Melody on Music is Pop Heist's regular roundup of new releases from across the spectrum of recorded sound. Here, music critic Melody Esme singles out the most noteworthy drops, from major releases to hidden gems. Consider adding these to your rotation — and if you give them a spin, let us know what you think on Bluesky.
Lucy Dacus: Forever is a Feeling [Geffen]
![Lucy Dacus: Forever is a Feeling [Geffen]](https://lede-admin.popheist.com/wp-content/uploads/sites/63/2025/05/lucy-dacus-forever.jpg?w=710)
Before Boygenius knocked my socks off, I fell in love with Dacus through her cover of "Lips of an Angel," in which she turned one of the worst songs ever made into a great one just by being herself (and, crucially, sapphic — what cheatin' song wouldn't be improved by throwing some wlw into the mix?). So, already sold on her ability to translate schmaltz into something palpable, I was able to brush past my initial reservations with the orchestration that threatens to swallow some of these songs and arrive at the romantic truths throughout. Most strikingly: "If the Devil's in the details/Then God is in the gap in your teeth/You are doing the Lord's work/Every time you smile at me." She asks "Do I make you nervous?," as breathy and flirtatious as Jennifer Tilly when she asks Gina Gershon the same question in Bound, then arrives at, "If you come reapin', I'll come runnin', I still know what you like." "Take me like you do in your dreams" is fantasy, "This is bliss/This is Hell/Forever is a feeling/And I know it well" is reality, and "Best Guess" is what happens when the two converge: "I don't wanna be fine/I want you." A beautiful, achingly sexy tribute to roads traversed, leading to (one can hope) everlasting love. It helps that the rhythm section is killing it every step of the way, the drum sound punchy without getting in the way of the feathery tone Dacus carefully maintains — a tone even Hozier can't fully hinder, despite his efforts. A-
Julien Baker & TORRES: Send a Prayer My Way [Matador]

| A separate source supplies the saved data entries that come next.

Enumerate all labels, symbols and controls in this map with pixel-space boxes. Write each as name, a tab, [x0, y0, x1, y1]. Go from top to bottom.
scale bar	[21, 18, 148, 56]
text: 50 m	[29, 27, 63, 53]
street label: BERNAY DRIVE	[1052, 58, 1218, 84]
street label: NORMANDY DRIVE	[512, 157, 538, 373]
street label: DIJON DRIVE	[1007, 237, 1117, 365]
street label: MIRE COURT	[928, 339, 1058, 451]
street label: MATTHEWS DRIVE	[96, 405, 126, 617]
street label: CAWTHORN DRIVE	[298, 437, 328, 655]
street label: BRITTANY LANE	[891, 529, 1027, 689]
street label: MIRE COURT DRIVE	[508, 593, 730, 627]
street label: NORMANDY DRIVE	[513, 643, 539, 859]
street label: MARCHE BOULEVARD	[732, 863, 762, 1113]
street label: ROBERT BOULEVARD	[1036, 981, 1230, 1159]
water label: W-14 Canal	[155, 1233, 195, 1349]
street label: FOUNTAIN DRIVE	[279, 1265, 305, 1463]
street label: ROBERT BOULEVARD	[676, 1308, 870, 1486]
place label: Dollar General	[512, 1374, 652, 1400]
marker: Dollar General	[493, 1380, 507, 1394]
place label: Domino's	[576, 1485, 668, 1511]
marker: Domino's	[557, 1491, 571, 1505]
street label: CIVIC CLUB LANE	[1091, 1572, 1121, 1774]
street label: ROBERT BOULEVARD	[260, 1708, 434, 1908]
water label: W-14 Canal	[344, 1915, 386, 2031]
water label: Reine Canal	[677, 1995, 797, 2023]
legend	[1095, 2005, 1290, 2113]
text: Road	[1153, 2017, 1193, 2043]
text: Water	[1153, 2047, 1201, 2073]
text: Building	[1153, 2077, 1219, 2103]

![Julien Baker & TORRES: Send a Prayer My Way [Matador]](https://lede-admin.popheist.com/wp-content/uploads/sites/63/2025/05/julien-torres-prayer.jpg?w=710)
Smaller in scale than Dacus' album, as well as in form and text, this low-key collab centers on the lingering religious trauma of two queer people raised in the Bible Belt. A little funny that the album dealing with romantic anxieties giving way to euphoria is more heightened than the album about fearing the eternal, but suffering quietly — usually with a bottle — is how it ordinarily goes with demons of this nature. When Baker and TORRES sing "I lost my faith" several times before closing the same song with "Oh God, don't let me die here/At the bottom of a bottle," I can't help but raise my glass, as an atheist and occasional problem drinker who's sobbed to her therapist about her lifelong fear of Hell. On the best track, "Tuesday," TORRES gets detailed, telling of their teenage crush on the title character that, by way of typical Christian shame, leads them to self-harm. If nothing else, they know that whatever created them made them far stronger than any bigot justifying mindless hatred through God. A-
Ex-Vöid: In Love Again [Tapete]
![Ex-Vöid: In Love Again [Tapete]](https://lede-admin.popheist.com/wp-content/uploads/sites/63/2025/05/ex-void-love.jpg?w=710)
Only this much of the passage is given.